The second theme was purity of heart. Who the "pure in heart" were was surprising: one was the Iraqi soldier Sayid, a torturer with the Republican Guard; the psychic child Walt; the inept but "gentle giant" Hurley.

During the last few episodes of Season Two, however, it seemed that more and more, the creative team took the show from a magical-realism realm to one of "ordinary" science fiction, where The Island *was* revealed to belong "to our world" (after dropping numerous allusions that it wasn't), and "explaining" all the strange events by an "electromagnetic anomaly." Yawn.

When I saw all the stuff about the Pearl Station, about the Swan Station being "an experiment," I began to lose heart but I soldiered through the rest of Season Two anyway.

To me, when Lost introduced this "Dharma Initiative" think-tank element (run by those evil Scandinavians, ha!), that was one thing. It's kind of fun to think of the chain-pullers themselves having their chains pulled by something more powerful. But when I saw the last few moments of Season Two, with that snowbound research station, and the Widmore heiress somehow involved in monitoring and tracking The Island (which as a kind of "Avalon" should never be trackable in any way through human means), then I just went, Ugh. Because that means we now have human puppetmasters who will seem in one way or another to be calling the shots.

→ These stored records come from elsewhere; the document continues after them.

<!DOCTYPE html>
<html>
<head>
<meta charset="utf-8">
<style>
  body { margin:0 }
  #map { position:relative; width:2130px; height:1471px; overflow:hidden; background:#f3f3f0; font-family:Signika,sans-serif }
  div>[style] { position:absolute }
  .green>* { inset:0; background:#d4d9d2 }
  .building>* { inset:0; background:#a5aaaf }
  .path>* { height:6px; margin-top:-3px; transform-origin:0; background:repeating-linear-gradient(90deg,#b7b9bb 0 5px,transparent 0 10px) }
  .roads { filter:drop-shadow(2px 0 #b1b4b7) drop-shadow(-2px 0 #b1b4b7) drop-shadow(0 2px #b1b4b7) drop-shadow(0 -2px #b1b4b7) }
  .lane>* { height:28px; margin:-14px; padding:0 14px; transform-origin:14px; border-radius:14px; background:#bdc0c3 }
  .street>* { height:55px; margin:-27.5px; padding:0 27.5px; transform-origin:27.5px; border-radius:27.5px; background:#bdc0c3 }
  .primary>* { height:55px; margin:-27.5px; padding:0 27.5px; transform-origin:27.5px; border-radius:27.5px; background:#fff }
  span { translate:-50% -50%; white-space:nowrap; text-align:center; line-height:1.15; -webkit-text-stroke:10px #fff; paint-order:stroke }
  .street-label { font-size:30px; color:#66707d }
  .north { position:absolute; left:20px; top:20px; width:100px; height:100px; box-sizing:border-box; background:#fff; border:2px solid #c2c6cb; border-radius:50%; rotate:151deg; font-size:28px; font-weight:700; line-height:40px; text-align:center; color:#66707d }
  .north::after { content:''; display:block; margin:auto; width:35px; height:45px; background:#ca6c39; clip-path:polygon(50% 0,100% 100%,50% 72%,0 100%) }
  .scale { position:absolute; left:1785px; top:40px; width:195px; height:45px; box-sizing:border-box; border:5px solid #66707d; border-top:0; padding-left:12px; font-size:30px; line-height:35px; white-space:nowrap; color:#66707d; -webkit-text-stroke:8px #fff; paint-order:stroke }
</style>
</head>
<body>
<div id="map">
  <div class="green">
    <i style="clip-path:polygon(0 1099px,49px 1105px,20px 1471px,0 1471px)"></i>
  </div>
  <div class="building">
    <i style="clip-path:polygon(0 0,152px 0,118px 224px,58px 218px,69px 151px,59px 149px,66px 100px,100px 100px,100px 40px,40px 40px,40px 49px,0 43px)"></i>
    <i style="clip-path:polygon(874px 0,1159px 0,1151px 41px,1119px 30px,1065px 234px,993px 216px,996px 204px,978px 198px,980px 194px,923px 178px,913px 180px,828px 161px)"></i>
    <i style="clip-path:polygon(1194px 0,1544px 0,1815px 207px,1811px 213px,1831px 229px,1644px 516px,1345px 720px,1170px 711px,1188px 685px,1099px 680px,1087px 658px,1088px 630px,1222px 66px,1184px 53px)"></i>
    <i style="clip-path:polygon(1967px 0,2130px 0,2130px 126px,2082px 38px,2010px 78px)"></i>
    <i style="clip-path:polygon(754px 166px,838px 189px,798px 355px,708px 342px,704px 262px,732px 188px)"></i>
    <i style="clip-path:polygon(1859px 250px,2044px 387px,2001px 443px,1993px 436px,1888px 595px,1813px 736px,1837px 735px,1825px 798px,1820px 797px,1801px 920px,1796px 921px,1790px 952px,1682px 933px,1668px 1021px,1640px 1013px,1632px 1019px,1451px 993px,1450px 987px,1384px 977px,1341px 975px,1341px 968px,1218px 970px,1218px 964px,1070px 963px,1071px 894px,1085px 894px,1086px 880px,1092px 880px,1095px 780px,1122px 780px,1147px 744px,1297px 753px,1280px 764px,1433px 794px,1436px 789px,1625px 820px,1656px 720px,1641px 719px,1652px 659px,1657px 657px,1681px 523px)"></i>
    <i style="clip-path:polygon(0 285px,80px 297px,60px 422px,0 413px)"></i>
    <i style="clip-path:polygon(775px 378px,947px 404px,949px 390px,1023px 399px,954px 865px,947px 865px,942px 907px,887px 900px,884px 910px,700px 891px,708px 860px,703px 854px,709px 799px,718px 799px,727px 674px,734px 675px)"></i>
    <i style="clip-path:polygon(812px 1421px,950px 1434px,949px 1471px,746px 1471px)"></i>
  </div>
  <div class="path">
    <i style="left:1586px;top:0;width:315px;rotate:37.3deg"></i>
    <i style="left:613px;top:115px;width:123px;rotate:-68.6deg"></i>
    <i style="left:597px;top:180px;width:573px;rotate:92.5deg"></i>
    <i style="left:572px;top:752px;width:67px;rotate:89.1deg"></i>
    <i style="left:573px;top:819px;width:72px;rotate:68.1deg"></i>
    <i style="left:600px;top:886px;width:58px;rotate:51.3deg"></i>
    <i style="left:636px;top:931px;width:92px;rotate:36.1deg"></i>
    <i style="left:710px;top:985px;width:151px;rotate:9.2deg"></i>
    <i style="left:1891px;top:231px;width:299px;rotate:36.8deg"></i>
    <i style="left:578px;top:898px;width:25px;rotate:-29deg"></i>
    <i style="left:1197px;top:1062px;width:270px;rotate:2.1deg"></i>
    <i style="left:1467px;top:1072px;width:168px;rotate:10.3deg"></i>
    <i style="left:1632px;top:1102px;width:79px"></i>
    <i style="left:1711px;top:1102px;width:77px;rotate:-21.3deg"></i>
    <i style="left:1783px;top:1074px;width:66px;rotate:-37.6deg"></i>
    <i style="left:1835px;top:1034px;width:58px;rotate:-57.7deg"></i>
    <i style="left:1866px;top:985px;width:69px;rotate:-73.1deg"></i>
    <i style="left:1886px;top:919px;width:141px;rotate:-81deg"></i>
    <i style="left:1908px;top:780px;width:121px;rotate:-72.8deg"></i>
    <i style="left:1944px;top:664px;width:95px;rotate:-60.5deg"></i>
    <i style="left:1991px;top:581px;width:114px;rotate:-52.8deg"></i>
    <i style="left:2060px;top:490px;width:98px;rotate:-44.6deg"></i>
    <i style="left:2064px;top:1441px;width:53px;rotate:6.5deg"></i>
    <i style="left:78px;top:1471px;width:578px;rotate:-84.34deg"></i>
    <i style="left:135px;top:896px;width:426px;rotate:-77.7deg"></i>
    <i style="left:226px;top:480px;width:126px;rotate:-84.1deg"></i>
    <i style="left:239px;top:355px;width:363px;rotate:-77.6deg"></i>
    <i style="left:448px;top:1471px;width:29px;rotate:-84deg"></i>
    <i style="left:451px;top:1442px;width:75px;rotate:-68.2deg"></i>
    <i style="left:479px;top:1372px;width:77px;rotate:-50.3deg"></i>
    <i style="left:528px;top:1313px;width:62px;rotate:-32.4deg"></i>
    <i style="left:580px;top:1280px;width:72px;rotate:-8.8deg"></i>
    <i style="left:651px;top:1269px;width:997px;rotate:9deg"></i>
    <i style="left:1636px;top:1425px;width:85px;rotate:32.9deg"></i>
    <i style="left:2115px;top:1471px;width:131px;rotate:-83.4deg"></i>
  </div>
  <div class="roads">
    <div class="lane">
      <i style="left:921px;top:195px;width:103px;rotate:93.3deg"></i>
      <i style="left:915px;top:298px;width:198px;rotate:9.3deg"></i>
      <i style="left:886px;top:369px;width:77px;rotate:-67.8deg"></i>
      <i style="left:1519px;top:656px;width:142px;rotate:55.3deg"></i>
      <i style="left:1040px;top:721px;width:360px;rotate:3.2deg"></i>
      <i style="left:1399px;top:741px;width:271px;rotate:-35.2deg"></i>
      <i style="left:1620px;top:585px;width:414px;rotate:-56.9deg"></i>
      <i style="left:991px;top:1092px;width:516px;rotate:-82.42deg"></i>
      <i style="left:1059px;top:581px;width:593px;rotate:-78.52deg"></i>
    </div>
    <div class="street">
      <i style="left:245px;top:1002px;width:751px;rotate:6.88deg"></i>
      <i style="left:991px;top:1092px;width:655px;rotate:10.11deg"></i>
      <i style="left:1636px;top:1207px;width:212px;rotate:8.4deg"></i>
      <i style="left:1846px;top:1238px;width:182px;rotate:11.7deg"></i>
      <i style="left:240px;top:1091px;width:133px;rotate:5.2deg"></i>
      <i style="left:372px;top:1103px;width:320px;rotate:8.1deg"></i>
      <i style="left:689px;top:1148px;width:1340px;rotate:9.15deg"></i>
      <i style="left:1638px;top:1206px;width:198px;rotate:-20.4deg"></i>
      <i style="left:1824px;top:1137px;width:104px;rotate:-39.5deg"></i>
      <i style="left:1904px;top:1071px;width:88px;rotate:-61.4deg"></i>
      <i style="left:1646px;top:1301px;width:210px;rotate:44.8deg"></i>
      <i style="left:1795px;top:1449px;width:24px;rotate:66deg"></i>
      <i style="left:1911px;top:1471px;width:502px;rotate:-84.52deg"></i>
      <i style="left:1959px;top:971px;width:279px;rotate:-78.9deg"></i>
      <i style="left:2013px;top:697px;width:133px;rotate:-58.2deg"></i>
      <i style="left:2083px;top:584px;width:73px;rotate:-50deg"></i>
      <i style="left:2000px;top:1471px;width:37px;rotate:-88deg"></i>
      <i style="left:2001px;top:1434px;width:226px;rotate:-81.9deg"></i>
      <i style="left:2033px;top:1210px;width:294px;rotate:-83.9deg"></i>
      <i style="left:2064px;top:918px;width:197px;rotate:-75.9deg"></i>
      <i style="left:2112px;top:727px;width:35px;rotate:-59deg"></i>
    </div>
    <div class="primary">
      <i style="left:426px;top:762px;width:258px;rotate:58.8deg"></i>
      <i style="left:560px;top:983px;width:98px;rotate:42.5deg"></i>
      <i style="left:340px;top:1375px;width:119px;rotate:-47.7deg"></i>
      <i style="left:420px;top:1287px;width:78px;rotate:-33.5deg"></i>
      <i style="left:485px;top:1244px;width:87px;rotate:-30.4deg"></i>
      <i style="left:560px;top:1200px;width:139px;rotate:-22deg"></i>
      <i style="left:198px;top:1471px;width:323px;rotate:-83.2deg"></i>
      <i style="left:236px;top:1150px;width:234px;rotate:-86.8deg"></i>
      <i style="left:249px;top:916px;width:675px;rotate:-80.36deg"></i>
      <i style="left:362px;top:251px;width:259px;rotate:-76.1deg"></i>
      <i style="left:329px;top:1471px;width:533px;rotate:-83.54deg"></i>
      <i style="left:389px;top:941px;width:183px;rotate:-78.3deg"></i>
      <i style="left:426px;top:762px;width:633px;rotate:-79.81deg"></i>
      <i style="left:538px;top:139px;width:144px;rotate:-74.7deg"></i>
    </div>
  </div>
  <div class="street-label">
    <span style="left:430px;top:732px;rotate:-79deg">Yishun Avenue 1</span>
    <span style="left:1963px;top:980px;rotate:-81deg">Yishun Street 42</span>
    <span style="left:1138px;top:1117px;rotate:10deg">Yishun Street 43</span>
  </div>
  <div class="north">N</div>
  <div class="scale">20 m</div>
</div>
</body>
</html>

Someone said to me, "It's like a reverse of X-Files. In X-Files, what we thought was a gov't conspiracy actually turned out to be aliens. In Lost, what looks to be mysterious is actually a government conspiracy."

About the Eucharist, Catholic "southern gothic" writer Flannery O'Connor said, "If it's just a symbol, to hell with it." I would reverse that, and say about LOST, "If it's not a symbol, then to hell with it." The "god from the machine" is only tolerable if one can feel assured that, regardless of what theatrical puppet masters construct of wood and canvas, there really is "something else" to the story, beyond the props.

I guess I too would have liked a bit more commitment up front to whether or not the story was scientific/sociological (and thus rational) vs. magical realism. It's just that I have a deeply soft spot for the latter; just a personal preference. If the writers are going in a different direction, well, that's how it is, then.